On Tuesday (November 28, 2023) at 05:45:28 AM CST, Tomas Volf wrote:
> 
> [1  <text/plain; utf-8 (quoted-printable)>]
> On 2023-11-28 03:02:58 -0600, Jaft wrote:
> > I dunno if anyone would be able to help but I've had this issue where
> > the Redshift home service just won't run.
> > 
> > My config. is below but, as it's (relatively) long, I'll put it last.
> > 
> > Looking at ~herd status redshift~, it says that it's stopped and
> > disabled but, I also noticed, says it requires =x11-display=. I'm
> > guessing this may be a reason the service keeps getting disabled and
> > refuses to run?
> > 
> > But Redshift works with Wayland (I'm using the =redshift-wayland=
> > package); is there something I'm supposed to do to get the service to
> > play nice with Wayland? I'm running XWayland.
> 
> I do not use redshift nor wayland, so this is based just on a quick look at 
> the
> service definition.  If you check the gnu/home/services/desktop.scm file,
> definition of redshift-shepherd-service, you will see that the dependency on
> x11-display is non-conditional.
> 
> As a test, you could just remove the requirement from the shepherd service and
> see if that helps.  If it does work, the dependency should probably be made
> optional.  I do not know if there is something like wayland-display service.

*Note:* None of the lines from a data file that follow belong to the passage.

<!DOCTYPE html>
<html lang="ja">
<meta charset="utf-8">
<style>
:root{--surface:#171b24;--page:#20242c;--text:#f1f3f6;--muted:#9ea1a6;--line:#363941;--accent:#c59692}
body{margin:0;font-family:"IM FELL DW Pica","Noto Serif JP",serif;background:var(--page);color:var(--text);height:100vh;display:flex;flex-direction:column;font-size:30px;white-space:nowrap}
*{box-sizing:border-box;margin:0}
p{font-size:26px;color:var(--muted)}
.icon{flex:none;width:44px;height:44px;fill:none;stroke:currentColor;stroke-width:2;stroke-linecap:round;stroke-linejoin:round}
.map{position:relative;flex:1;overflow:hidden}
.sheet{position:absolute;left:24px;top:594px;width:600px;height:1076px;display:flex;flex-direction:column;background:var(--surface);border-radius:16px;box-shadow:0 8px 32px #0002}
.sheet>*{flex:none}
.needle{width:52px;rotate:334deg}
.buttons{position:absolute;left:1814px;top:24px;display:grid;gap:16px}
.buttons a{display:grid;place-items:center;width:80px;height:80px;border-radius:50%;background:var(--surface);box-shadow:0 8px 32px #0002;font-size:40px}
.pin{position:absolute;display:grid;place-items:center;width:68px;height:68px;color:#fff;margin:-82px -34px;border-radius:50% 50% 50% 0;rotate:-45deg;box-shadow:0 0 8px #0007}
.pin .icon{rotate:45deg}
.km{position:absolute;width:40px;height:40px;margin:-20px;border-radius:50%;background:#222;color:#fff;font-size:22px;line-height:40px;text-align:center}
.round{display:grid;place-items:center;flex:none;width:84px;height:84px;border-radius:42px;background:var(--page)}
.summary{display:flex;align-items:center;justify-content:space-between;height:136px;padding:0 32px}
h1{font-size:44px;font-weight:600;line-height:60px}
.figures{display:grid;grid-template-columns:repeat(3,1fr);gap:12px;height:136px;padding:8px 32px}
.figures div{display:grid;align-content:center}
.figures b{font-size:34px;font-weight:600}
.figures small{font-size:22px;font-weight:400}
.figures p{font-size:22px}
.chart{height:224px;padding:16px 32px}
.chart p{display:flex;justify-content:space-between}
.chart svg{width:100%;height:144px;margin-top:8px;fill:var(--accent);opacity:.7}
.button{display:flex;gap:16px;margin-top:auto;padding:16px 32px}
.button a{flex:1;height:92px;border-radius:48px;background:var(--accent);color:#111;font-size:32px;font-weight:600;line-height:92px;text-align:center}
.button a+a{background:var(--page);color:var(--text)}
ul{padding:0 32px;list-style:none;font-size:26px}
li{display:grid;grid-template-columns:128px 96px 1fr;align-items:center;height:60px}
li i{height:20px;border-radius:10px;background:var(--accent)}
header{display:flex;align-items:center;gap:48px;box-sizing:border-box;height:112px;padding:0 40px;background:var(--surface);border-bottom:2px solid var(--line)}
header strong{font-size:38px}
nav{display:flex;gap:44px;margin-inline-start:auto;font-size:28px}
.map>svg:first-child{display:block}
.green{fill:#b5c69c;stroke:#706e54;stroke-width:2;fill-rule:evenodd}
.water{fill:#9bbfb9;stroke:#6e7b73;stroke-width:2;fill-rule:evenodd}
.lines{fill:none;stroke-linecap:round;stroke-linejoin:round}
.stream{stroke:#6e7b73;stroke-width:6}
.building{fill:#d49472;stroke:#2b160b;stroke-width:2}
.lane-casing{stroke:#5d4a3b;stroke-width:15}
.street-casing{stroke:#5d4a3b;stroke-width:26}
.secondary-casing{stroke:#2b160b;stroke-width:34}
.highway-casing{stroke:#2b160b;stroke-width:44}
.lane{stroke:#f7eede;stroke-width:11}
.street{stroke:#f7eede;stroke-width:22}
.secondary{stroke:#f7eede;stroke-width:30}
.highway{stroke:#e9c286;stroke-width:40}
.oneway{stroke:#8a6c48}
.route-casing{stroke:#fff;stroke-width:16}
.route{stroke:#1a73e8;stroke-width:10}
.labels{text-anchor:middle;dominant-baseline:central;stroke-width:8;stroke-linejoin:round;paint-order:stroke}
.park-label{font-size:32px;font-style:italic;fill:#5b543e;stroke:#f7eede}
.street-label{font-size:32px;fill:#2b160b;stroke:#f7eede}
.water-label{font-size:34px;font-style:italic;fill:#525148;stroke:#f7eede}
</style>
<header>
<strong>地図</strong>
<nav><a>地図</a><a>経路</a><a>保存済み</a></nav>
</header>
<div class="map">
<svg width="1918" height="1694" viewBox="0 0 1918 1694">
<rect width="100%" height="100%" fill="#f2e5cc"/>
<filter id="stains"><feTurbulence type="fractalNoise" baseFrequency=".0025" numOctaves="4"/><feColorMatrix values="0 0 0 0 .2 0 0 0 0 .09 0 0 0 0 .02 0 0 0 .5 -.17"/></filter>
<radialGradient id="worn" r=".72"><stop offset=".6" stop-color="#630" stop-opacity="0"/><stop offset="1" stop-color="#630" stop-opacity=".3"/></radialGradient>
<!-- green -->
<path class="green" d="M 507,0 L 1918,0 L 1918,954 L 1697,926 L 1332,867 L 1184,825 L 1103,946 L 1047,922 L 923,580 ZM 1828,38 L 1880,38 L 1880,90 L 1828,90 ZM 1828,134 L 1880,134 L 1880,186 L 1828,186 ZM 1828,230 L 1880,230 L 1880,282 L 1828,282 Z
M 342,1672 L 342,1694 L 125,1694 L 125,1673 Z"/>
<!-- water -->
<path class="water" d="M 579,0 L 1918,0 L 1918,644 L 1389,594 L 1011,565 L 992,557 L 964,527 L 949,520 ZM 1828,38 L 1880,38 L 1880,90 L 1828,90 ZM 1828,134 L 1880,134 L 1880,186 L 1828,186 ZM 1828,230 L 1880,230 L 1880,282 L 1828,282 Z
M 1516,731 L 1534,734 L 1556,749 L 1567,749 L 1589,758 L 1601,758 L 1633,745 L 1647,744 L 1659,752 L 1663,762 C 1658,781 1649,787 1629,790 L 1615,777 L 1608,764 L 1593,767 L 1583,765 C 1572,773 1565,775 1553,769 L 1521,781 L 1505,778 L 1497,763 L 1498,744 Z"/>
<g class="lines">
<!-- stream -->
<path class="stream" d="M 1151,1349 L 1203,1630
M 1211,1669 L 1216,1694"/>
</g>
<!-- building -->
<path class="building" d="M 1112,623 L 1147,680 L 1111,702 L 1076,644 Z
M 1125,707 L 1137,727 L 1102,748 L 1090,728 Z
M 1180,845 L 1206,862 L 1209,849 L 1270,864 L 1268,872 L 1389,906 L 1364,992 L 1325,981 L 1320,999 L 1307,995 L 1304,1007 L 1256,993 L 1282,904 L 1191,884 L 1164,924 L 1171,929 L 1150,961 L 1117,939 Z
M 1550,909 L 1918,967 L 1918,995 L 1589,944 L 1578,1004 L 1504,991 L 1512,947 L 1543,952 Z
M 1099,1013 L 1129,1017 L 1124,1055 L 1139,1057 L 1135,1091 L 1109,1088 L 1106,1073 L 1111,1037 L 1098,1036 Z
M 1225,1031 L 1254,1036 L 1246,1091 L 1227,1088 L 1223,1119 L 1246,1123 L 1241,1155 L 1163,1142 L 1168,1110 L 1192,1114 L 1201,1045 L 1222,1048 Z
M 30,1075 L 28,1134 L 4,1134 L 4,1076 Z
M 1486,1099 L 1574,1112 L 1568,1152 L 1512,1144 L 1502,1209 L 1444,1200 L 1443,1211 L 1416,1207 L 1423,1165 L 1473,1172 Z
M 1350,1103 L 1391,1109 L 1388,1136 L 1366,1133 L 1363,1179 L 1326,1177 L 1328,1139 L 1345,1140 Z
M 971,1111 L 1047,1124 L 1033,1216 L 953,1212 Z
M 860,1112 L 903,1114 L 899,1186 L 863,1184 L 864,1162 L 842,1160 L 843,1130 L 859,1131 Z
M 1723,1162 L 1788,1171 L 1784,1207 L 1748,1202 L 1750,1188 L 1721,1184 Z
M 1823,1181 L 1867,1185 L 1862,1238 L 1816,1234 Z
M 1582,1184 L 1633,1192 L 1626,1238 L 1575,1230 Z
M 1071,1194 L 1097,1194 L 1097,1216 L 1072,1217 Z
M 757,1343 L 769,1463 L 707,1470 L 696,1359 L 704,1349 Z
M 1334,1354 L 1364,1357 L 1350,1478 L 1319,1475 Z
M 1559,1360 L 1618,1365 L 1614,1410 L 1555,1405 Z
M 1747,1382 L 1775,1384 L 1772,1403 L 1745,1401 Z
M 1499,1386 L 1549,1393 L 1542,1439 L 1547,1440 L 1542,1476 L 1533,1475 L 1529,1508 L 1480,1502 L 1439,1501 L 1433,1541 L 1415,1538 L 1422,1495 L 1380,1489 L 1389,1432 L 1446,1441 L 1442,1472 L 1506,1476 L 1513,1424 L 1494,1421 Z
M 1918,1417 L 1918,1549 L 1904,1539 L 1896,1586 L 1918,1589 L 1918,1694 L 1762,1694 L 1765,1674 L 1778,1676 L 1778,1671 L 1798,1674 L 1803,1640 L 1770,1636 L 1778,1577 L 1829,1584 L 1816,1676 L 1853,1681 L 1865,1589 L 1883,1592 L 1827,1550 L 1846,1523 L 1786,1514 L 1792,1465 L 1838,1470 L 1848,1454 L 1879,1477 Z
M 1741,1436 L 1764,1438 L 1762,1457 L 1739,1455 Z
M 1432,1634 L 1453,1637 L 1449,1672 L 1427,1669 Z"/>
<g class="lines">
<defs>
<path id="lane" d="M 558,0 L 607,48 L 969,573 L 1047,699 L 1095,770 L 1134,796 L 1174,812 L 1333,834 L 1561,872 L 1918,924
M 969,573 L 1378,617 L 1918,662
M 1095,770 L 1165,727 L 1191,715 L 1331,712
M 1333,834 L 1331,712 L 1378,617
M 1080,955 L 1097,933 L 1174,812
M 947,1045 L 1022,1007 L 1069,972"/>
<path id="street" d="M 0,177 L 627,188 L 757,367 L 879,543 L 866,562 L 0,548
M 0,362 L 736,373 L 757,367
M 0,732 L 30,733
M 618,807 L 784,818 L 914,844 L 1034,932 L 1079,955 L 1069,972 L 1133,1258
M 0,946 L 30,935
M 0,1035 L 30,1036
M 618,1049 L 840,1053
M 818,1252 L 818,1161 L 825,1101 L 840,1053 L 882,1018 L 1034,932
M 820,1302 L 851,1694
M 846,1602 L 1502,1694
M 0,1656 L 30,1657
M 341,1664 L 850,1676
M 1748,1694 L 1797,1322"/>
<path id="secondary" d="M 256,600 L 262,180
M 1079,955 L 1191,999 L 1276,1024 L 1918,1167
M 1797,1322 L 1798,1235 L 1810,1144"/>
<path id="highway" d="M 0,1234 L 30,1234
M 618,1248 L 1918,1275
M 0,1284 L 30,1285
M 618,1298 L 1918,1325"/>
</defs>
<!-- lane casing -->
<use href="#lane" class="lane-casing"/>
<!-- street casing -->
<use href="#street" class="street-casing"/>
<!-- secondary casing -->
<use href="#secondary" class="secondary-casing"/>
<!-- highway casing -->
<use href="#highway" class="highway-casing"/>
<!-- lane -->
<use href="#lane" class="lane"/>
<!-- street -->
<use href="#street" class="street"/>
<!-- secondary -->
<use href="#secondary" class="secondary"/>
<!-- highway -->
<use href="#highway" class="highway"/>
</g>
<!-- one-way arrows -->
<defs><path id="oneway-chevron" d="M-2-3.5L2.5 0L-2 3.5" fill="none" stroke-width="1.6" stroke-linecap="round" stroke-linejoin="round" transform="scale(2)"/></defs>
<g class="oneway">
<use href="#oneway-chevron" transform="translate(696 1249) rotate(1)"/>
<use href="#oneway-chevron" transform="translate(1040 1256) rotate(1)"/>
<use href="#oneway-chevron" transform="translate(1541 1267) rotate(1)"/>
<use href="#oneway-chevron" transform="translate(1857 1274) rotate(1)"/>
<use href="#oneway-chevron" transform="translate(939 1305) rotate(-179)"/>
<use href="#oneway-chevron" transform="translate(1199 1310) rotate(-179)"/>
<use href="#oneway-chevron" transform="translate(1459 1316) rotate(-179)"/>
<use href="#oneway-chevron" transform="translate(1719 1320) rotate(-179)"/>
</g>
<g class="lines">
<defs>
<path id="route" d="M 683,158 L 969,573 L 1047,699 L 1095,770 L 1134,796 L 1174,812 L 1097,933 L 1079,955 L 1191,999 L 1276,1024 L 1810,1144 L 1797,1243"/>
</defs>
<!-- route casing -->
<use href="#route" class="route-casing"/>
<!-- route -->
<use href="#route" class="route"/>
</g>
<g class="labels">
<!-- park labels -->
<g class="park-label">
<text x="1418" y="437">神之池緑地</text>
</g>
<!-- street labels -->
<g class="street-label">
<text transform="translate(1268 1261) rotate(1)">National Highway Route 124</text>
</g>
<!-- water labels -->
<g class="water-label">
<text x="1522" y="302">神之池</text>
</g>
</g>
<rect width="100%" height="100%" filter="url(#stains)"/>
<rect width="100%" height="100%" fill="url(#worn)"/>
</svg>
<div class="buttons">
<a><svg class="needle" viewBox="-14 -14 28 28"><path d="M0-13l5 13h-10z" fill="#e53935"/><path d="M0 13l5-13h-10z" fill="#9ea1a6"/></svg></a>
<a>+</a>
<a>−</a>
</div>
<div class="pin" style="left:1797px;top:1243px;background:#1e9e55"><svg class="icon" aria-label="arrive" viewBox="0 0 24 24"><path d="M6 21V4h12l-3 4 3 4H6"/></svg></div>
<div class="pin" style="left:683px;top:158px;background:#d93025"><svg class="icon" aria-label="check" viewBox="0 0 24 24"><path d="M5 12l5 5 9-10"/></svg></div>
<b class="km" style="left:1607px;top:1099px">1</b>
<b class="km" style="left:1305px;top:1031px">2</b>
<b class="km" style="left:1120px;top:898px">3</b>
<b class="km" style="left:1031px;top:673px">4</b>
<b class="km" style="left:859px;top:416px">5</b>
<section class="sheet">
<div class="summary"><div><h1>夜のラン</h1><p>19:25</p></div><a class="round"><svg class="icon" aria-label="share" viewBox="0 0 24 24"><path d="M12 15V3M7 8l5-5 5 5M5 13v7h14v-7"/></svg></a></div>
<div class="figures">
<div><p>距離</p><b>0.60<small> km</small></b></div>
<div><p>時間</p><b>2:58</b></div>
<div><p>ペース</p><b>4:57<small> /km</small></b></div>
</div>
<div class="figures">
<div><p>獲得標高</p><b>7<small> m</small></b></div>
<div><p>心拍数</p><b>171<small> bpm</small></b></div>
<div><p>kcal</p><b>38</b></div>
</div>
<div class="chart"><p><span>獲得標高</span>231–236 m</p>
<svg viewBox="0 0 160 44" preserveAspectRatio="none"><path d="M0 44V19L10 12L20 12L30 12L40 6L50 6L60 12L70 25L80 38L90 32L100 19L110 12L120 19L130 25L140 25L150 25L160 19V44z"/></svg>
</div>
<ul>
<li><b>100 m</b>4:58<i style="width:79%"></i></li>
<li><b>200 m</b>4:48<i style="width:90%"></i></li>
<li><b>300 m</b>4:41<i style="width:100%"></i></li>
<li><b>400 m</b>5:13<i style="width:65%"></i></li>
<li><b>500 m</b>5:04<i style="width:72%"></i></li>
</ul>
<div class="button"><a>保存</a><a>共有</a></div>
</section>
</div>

So I tried removing ~(requirement '(x11-display))~ from
=redshift-shepherd-service= but that resulted in an error from
~string-append~ (trying to append ~#f~).

So I commented out the adjustment of the =DISPLAY= variable in
~#:environment-variables~ and that resulted in, finally, no errors but
Redshift, nevertheless, failing.

Since the environment variable was returning ~#f~, I hardcoded it to
"0:0" and set =WAYLAND_DISPLAY= to "wayland-1"; and that did the trick!

At least, it seems so; I see it running in =htop=, now; going to have
to wait until later tonight to see if things get less blue.